Günümüzdeki Troya şehri; daha içerilerde yani kıyıdan 5-6 km. içeride kalır. Troya şehrinin, arkeologlar tarafından uzun yıllar bulunamamasının en büyük nedeni de budur. Çünkü: arkeologlar, Troya şehrini hep deniz kıyısında ararlar.
Şehir; tarihi süreçte, birçok kez: özellikle deprem olmak üzere doğal afetler, yangınlar ve savaşlar geçirir. Batı Anadolu’da halen egemen olan kuzey-güney yönlü yerkabuğu hareketlerinden etkilenerek, yüzyıllar boyunca, aralıklarla depremler görür. Bunun sonucunda şehir; gerek depremlerde, gerek yangınlarda ve gerekse savaşlarda çok çabuk yıkılır.
Çünkü: halkın oturduğu ve şehrin genelini oluşturan evler; kerpiçten yapılır. Yazın güneşte kavrulan ve çatlayan, kışın yağışta ise eriyen kerpiç: en fazla 15-20 yıl dayanmaktadır. En basit sarsıntıda yıkılmakta, en basit yangında tüm şehir yanmakta ve tabanda yalnızca bir çamur tabakası kalmaktadır.

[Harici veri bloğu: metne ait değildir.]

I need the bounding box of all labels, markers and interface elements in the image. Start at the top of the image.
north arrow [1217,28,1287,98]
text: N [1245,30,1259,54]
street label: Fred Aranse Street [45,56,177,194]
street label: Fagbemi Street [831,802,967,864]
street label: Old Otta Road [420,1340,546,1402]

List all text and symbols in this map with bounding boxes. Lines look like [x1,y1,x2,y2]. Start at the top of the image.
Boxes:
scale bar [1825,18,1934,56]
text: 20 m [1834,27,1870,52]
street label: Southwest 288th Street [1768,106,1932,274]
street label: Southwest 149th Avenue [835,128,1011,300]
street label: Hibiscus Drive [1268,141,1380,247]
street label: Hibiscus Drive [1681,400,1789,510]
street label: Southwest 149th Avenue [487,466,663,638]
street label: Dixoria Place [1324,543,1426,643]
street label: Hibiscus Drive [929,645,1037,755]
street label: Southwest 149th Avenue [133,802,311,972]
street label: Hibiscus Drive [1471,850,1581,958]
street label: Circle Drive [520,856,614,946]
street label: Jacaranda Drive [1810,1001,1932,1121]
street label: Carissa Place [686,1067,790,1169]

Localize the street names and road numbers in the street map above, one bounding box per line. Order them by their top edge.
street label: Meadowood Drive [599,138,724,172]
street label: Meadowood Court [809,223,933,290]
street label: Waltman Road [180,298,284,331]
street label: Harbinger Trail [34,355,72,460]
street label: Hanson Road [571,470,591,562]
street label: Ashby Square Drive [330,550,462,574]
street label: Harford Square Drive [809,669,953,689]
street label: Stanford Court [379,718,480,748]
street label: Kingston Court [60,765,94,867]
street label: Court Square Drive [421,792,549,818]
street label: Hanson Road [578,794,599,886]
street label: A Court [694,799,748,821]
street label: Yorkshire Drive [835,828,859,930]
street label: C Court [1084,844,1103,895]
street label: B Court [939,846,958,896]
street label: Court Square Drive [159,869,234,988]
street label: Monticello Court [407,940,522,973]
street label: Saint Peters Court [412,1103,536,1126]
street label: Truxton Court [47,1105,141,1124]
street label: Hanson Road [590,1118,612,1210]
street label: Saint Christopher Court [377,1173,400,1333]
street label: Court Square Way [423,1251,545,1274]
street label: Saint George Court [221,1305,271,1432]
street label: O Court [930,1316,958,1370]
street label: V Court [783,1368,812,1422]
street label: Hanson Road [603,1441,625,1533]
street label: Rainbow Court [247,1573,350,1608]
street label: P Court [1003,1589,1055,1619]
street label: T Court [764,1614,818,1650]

Bunun sonucunda ise: şehir, her yerle bir olduğunda; kısa sürede, aynı yere, yeniden kurulmuştur. Öyle ki; aynı tepe üzerinde, birbiri üzerine kurulmuş 9 yerleşim evresi tespit edilir.
Çanakkale Troya: Troya denince, bir yandan, akla hemen efsaneler geliyor. Özellikle: Homeros ve İlyada. Aslında kör olduğu rivayet edilen ve de var olduğunu yazdığı Troya savaşını, yaklaşık 500 yıl sonra, İlyada destanında hikayeleştiren bu yazar; aslında yazdıkları ile gerçeğe çok yakın betimlemeler yapmıştır.
Ama; bu betimlemelere yıllarca inanılmamış ve özellikle Avrupalı bilim adamları tarafından, bunların hayal ürünü olduğu öne sürülmüştür. Ki, bir Alman, Heınrıch Schlieman ortaya çıkana kadar.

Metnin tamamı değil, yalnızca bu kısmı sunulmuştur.